Evidentemente, não há dúvidas de que o vírus Sars-CoV-2, ao menos no período da calamidade de saúde pública, foi um agente nocivo que serviu, inclusive, de pressuposto para a determinação de afastamento da Lei n.º 14.151/2021, assim como reconheceu o Poder Judiciário em diversas oportunidades.
Não por acaso, tais fundamentos foram suficientes para que a Turma Nacional de Uniformização (TNU) dos Juizados Especiais Federais, ao analisar o tema, concluísse que tais verbas, durante o período de afastamento e diante da impossibilidade de trabalho remoto, deveriam ser qualificadas como salário-maternidade (Tema n.º 335).
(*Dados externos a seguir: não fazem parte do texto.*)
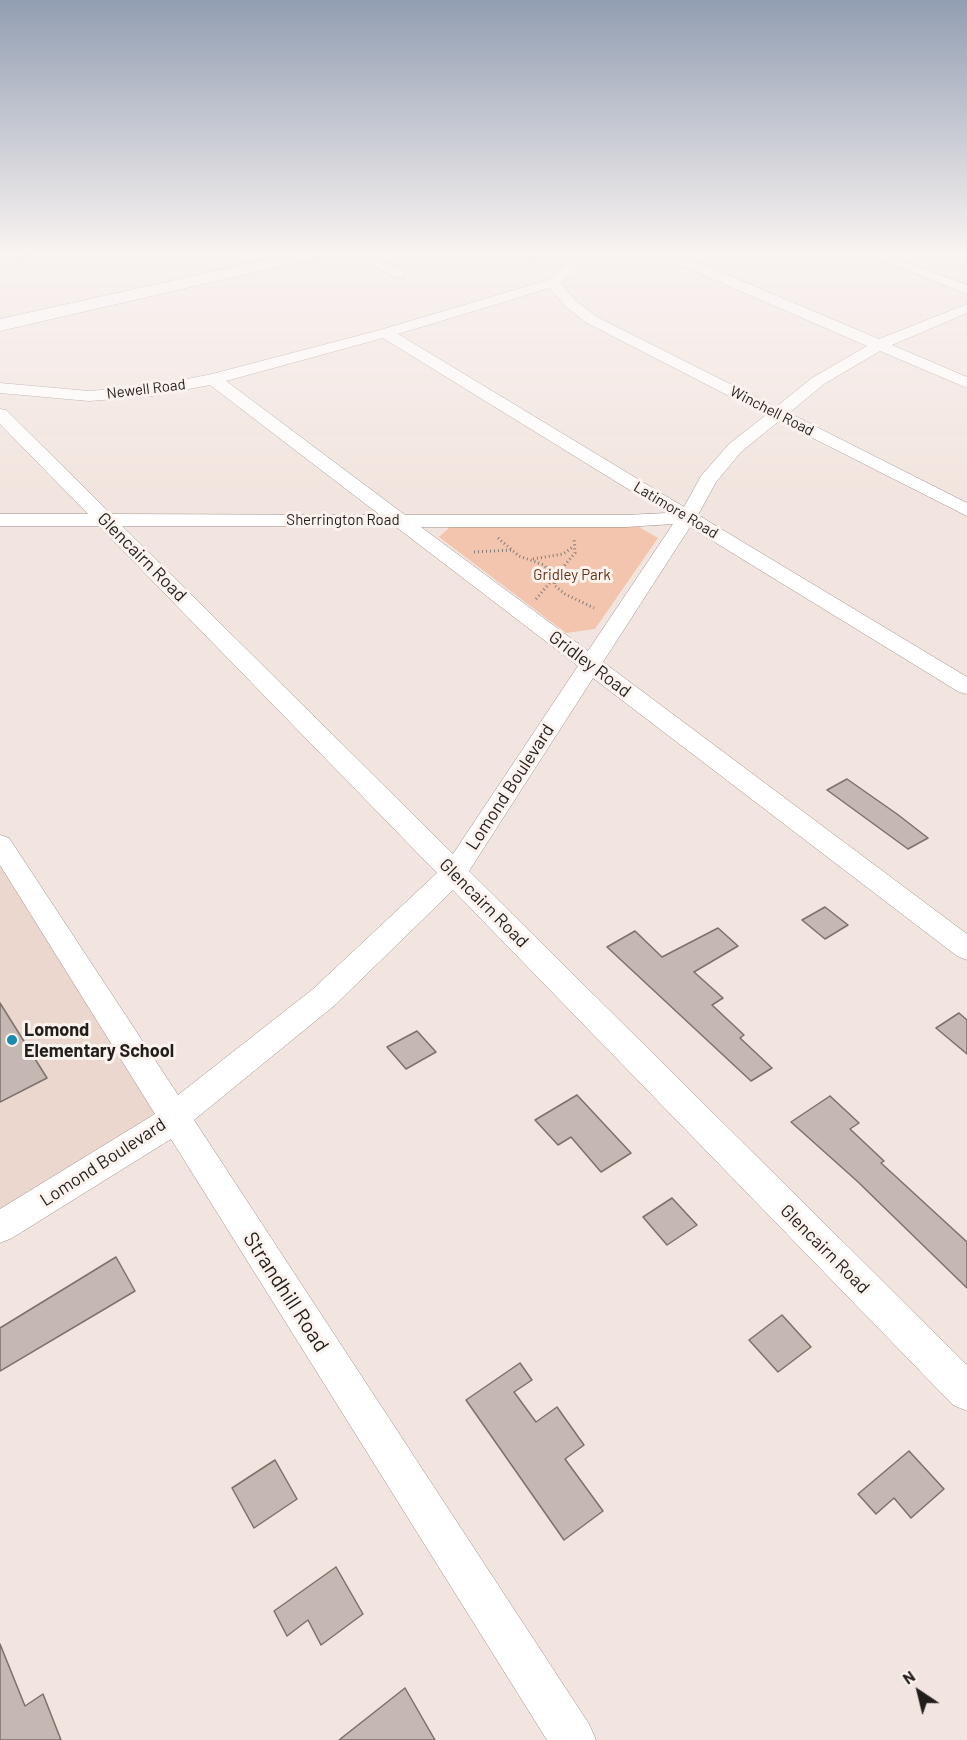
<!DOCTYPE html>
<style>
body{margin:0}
#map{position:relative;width:967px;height:1740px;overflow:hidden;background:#f2e5df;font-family:Barlow,sans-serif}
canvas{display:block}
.north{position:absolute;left:889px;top:1662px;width:60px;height:60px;-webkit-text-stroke:4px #fdf3ee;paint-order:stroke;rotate:325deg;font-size:16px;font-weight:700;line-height:24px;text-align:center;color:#221e1c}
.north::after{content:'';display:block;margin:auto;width:21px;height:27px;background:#221e1c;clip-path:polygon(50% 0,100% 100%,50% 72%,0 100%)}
</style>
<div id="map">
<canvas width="967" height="1740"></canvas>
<div class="north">N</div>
</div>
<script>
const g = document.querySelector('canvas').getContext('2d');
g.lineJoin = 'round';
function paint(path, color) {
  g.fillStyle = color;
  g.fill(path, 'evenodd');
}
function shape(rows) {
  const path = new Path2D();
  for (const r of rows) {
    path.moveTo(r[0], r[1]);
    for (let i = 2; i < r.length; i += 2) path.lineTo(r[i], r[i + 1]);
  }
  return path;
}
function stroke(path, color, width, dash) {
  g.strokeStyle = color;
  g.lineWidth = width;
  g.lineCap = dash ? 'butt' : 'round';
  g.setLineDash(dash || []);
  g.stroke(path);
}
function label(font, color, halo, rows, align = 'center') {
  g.font = font + ' Barlow,sans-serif';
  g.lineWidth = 6;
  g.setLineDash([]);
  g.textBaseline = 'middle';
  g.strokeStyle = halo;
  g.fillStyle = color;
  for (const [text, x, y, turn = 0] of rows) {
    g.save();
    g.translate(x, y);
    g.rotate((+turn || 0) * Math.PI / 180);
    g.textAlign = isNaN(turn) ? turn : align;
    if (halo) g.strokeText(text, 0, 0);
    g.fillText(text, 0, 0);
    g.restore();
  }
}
paint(shape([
 [0,844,173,1117,0,1227]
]), '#ecd7ce');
paint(shape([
 [451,526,639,527,658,538,595,629,566,633,439,537]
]), '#f3c5af');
const building = shape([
 [847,779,897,814,928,838,908,849,827,790,847,779],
 [825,907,848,925,825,939,802,920,825,907],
 [718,928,738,946,694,972,723,998,712,1005,744,1035,740,1038,772,1068,751,1081,607,947,635,931,662,957,718,928],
 [0,1003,47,1078,0,1102,0,1003],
 [959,1013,967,1020,967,1054,936,1028,959,1013],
 [417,1031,436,1052,406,1069,387,1047,417,1031],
 [577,1095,631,1153,601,1172,571,1137,558,1145,535,1120,577,1095],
 [830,1096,859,1123,850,1129,884,1161,881,1163,967,1242,967,1288,857,1181,791,1122,830,1096],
 [672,1198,697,1225,667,1245,643,1217,672,1198],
 [116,1257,135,1291,0,1371,0,1328,116,1257],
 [782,1315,811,1347,778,1372,749,1340,782,1315],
 [520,1363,532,1380,514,1392,536,1422,557,1407,584,1445,565,1459,603,1511,564,1540,466,1400,520,1363],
 [909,1451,944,1489,911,1518,894,1498,876,1514,858,1494,909,1451],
 [275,1460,297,1499,254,1528,232,1488,275,1460],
 [336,1567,363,1614,321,1645,308,1620,287,1636,274,1611,336,1567],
 [0,1644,25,1706,43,1694,61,1740,0,1740,0,1644],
 [405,1688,435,1740,339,1740,405,1688]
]);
paint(building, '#c5b8b2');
stroke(building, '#7c716b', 1.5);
const minor = shape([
 [8,251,35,251,33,254,0,260,0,252,8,251],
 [351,251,367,251,406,274,399,278,394,277,351,251],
 [518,251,561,251,546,260,520,254,518,251],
 [582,251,598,251,561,283,576,301,597,317,776,407,812,378,867,346,655,254,654,251,671,251,879,339,967,304,967,313,892,345,967,377,967,388,880,351,824,384,789,413,967,503,967,516,779,421,741,452,716,482,698,515,967,677,967,694,959,692,690,527,603,662,967,934,967,960,957,956,593,678,469,871,967,1365,967,1411,953,1405,453,890,335,1005,194,1120,589,1724,596,1740,547,1740,171,1139,12,1238,0,1243,0,1209,155,1114,0,865,0,835,9,838,178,1095,313,989,437,873,99,526,0,526,0,514,88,514,0,424,0,409,6,410,111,514,380,515,210,385,152,396,89,401,0,393,0,383,89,391,152,386,212,374,380,330,548,280,582,251],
 [550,288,566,307,587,323,766,415,729,444,701,476,684,507,398,334,550,288],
 [383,338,667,513,626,515,405,515,226,381,383,338],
 [673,524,588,651,421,527,626,527,673,524],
 [122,526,395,526,578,666,453,854,122,526],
 [858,251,876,251,967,285,967,294,858,251]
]);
const major = shape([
 [305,251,333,251,325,256,0,331,0,319,305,251]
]);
stroke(minor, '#9e928d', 1);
stroke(major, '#9e928d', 1);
stroke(shape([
 [498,538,519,556,544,565,555,578,554,585,565,594,594,608],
 [474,552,511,550],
 [533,559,563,554,574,546],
 [536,599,575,553,574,538]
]), '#837b77', 3, [1, 3]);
paint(minor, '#fff');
paint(major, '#fff');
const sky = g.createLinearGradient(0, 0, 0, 494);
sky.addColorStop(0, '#929eb2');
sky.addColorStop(0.51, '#f9f3f1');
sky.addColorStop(1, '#f9f3f100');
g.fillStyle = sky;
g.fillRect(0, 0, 967, 494);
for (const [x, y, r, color] of [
 [12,1040,6,"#1a8bb0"]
]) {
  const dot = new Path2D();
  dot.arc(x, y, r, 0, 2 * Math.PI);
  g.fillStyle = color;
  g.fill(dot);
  stroke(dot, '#fdf3ee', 2);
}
label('15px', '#221e1c', '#fdf3ee', [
 ["Newell Road",146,389,-7],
 ["Winchell Road",772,411,27],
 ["Latimore Road",676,510,31],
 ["Sherrington Road",343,520]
]);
label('15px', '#643013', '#fdf3ee', [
 ["Gridley Park",572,575]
]);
label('18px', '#221e1c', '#fdf3ee', [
 ["Glencairn Road",142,557,45],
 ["Gridley Road",590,664,37],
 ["Lomond Boulevard",510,787,-57],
 ["Glencairn Road",484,903,45],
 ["Lomond Boulevard",103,1162,-33],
 ["Glencairn Road",825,1249,45]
]);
label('bold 18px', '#221e1c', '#fdf3ee', [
 ["Lomond",24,1030],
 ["Elementary School",24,1051]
], 'left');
label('21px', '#221e1c', '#fdf3ee', [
 ["Strandhill Road",286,1292,57]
]);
</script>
Por fim, quanto à repartição dos ônus decorrentes da pandemia entre o poder público e a sociedade civil, não custa lembrar que o empresário brasileiro arcou – e muito – com os efeitos deletérios das necessárias restrições impostas no período, tanto que a pandemia foi responsável por quatro a cada dez encerramentos de atividade, metade das empresas abertas no período fecharam as portas e o endividamento empresarial, por exemplo, na indústria, aumentou de forma abruta e acentuada.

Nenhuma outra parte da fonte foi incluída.